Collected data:
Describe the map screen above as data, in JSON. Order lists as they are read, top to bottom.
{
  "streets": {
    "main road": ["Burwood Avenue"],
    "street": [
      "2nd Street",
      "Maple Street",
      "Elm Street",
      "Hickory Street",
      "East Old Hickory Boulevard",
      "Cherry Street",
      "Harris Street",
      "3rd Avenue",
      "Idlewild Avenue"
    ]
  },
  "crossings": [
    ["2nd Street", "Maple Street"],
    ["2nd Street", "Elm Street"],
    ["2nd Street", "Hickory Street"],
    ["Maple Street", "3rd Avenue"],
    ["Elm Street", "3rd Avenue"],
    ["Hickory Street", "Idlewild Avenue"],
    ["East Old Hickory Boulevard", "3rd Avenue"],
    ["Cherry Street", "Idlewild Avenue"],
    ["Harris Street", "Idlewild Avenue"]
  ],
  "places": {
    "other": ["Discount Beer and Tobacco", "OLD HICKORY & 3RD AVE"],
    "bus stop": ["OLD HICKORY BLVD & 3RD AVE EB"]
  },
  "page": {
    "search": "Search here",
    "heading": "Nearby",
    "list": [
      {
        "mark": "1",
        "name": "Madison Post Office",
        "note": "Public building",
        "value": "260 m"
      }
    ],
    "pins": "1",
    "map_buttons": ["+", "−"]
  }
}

WHAT THE EXERCISE ASKS:
The lines that contain the word "Avenue" are wanted; copy each of them from the records.

TASK OUTPUT:
    "main road": ["Burwood Avenue"],
      "3rd Avenue",
      "Idlewild Avenue"
    ["Maple Street", "3rd Avenue"],
    ["Elm Street", "3rd Avenue"],
    ["Hickory Street", "Idlewild Avenue"],
    ["East Old Hickory Boulevard", "3rd Avenue"],
    ["Cherry Street", "Idlewild Avenue"],
    ["Harris Street", "Idlewild Avenue"]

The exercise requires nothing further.